In 1910, Durant lost control of GM after over-extending the company with its acquisitions. A group of banks took over control of GM and ousted Durant. Durant and Louis Chevrolet founded Chevrolet in 1913 and it quickly became very successful. Durant began acquiring stock in GM and by 1915 had majority control. Chevrolet was acquired by GM in 1917 and Durant was back in charge of GM. In 1921, Durant was again forced out of the company. During the late 1920s, General Motors overtook Ford to become the largest automaker.
Under the leadership of Alfred P. Sloan, General Motors instituted decentralized management and separate divisions for each price class. They introduced annual model changes. GM became an innovator in technology under the leadership of Charles F. Kettering. GM followed Ford by expanding overseas, including purchasing England's Vauxhall Motors in 1925, Germany's Opel in 1929, and Australia's Holden in 1931. GM established GMAC, now Ally Financial, in 1919 to provide credit for buyers of its cars.
Walter Chrysler was formerly president of Buick and an executive of GM. After leaving GM in 1920, he took control of the Maxwell Motor Company, revitalized the company and, in 1925, reorganized it into Chrysler Corporation. In 1927, he acquired Dodge. The acquisition of Dodge gave Chrysler the manufacturing facilities and dealer network that it needed to significantly expand production and sales. In 1928, Chrysler introduced the Plymouth and DeSoto brands. Chrysler overtook Ford to become the second largest auto maker by the 1930s, following similar strategies as General Motors.

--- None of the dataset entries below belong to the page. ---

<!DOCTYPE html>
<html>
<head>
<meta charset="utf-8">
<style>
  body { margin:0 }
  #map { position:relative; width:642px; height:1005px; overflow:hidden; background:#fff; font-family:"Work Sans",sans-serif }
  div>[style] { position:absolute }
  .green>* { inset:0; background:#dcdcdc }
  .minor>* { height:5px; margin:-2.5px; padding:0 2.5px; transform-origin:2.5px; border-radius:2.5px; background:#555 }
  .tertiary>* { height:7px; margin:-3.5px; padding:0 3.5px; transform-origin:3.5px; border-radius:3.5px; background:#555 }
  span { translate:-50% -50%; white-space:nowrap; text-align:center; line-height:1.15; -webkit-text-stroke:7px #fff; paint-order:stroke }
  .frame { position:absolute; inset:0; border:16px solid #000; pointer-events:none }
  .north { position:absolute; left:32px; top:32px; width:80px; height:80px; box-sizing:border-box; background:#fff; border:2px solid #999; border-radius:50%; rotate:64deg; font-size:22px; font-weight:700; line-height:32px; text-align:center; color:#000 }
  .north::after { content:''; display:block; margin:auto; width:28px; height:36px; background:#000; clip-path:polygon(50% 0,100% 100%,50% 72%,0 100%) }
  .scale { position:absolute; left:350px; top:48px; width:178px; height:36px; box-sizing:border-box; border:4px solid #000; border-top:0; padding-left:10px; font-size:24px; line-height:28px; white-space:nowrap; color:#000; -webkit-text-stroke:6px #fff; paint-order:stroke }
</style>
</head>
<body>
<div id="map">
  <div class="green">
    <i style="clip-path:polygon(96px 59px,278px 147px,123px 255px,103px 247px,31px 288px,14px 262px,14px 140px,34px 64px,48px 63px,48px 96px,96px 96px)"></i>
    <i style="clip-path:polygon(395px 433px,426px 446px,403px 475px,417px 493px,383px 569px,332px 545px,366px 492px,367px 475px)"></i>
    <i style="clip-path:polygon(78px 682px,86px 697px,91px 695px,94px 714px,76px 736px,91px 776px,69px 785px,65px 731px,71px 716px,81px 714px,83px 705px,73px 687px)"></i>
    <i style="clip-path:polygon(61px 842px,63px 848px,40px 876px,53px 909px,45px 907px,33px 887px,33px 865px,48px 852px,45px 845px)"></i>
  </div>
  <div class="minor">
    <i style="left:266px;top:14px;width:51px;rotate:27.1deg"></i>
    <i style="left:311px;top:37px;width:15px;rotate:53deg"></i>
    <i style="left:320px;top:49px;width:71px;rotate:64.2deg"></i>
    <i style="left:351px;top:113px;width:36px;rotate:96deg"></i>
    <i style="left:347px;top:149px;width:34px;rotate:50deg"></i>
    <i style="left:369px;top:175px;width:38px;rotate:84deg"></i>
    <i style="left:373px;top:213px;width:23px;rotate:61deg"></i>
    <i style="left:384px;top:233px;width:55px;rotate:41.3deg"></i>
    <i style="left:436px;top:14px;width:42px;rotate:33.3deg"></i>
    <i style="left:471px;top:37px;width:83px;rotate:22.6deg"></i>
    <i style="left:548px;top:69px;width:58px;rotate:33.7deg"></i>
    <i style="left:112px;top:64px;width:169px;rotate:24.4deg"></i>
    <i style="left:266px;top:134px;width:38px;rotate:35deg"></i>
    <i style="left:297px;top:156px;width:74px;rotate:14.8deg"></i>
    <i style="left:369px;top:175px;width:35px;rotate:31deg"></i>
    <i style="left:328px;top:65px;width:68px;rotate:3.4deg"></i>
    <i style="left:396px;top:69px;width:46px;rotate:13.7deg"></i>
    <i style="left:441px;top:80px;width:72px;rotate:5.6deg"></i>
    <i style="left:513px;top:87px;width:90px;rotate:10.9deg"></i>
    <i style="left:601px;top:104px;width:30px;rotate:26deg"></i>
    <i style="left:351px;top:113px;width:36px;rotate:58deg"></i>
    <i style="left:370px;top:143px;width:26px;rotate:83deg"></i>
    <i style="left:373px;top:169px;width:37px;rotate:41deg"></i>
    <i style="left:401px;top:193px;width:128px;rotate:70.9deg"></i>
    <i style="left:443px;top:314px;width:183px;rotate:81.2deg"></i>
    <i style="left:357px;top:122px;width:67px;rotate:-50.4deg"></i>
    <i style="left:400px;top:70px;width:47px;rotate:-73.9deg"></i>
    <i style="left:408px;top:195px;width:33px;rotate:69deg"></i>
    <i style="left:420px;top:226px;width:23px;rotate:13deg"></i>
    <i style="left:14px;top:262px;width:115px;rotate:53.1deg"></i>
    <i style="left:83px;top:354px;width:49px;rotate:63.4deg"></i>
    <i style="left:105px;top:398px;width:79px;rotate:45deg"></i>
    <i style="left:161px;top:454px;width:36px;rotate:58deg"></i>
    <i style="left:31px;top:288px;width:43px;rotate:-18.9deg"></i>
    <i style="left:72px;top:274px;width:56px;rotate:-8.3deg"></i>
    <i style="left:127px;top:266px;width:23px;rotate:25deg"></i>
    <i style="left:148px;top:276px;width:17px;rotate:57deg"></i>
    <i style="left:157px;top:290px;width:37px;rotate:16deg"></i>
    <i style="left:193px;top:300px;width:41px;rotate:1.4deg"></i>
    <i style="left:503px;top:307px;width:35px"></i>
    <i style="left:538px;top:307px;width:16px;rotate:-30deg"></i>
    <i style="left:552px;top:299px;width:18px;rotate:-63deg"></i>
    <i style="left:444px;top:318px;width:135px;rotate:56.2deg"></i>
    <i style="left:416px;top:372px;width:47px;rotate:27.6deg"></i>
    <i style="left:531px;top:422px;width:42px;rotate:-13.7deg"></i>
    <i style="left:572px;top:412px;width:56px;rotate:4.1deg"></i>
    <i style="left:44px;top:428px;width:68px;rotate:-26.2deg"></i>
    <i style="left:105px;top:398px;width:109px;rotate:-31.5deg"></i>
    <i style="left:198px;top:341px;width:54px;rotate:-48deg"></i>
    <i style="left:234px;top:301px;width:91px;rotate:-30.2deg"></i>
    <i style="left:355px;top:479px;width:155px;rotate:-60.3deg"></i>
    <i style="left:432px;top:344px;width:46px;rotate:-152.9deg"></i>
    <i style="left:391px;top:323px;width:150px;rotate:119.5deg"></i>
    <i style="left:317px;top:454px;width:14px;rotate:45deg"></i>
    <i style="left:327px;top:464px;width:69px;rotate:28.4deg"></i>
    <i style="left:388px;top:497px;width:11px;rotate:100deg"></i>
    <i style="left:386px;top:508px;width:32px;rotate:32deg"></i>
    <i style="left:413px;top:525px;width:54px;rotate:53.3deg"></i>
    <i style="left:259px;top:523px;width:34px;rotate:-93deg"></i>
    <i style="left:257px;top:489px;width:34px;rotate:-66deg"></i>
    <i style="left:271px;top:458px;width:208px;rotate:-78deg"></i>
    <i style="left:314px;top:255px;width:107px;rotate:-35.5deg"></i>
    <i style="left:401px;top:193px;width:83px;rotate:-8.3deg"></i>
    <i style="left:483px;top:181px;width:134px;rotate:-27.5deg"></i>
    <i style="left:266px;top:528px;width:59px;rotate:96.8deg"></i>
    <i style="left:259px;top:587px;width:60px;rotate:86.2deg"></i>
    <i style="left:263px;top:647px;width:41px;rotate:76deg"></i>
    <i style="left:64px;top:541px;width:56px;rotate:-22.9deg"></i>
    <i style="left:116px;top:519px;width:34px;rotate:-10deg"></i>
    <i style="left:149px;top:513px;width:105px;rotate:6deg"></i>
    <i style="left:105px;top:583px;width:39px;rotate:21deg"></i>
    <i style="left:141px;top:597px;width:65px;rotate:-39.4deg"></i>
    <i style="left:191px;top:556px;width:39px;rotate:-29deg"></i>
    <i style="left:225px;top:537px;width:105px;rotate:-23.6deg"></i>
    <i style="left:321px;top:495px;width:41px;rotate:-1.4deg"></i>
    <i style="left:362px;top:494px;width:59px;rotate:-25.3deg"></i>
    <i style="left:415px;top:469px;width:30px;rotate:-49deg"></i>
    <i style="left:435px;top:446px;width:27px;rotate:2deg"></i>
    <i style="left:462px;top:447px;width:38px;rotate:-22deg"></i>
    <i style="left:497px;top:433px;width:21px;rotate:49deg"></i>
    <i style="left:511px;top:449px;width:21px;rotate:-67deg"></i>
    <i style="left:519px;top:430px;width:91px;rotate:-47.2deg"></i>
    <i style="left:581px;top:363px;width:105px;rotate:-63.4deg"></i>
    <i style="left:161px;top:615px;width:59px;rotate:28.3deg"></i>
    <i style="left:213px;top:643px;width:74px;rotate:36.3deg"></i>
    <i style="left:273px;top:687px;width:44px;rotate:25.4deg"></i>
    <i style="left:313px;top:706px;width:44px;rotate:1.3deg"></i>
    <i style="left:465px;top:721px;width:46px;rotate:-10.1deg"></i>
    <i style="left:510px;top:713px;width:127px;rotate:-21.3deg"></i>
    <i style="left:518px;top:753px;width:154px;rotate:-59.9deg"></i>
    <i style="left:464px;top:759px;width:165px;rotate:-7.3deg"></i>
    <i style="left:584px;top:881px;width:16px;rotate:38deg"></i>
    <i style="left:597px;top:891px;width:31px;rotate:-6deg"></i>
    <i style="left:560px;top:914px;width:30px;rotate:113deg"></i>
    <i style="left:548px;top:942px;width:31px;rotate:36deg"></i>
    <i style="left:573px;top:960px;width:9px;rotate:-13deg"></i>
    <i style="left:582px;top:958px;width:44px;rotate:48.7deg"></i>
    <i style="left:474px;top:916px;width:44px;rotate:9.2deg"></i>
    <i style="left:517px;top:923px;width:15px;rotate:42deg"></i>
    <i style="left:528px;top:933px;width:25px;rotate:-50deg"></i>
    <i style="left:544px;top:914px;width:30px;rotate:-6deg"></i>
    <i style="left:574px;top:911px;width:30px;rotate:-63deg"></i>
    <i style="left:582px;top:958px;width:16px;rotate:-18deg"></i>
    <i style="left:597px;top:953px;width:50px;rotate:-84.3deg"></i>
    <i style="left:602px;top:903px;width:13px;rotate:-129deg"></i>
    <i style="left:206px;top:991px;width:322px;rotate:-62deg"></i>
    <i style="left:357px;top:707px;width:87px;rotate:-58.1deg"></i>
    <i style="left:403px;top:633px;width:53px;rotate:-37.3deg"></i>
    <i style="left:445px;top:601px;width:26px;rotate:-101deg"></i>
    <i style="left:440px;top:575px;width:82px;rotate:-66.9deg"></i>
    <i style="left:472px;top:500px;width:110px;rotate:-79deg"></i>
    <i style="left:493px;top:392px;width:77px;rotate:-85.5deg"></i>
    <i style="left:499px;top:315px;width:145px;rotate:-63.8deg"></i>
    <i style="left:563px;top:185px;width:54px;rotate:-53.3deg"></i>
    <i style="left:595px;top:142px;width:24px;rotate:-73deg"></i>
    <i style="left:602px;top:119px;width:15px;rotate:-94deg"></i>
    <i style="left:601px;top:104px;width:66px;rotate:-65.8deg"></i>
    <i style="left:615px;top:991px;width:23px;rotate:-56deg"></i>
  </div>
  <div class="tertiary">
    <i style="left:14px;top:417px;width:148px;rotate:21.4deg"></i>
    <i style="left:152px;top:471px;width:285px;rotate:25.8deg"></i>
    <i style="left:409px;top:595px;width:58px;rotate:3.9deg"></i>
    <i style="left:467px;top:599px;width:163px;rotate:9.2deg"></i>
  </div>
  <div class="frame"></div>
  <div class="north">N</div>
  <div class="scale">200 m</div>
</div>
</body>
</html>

General Motors wanted automobiles to be not just utilitarian devices, which Ford emphasized, but status symbols that were highly visible indicators of an individual's wealth. Through offering different makes and models, they offered different levels in social status, meeting the demands of consumers needing to display wealth. Ford and General Motors each had their own impact on social status and the type of market they were targeting. Henry Ford focused on delivering one inexpensive, efficient product for the masses. Ford's offer was one car, one color, for one price. He manufactured a product for the masses, and provided a $5 daily wage so that there was a local market to buy this product. By contrast, General Motors offered a product that catered to those looking to gain status by having that sense of individualism and offering different make, models, and quality.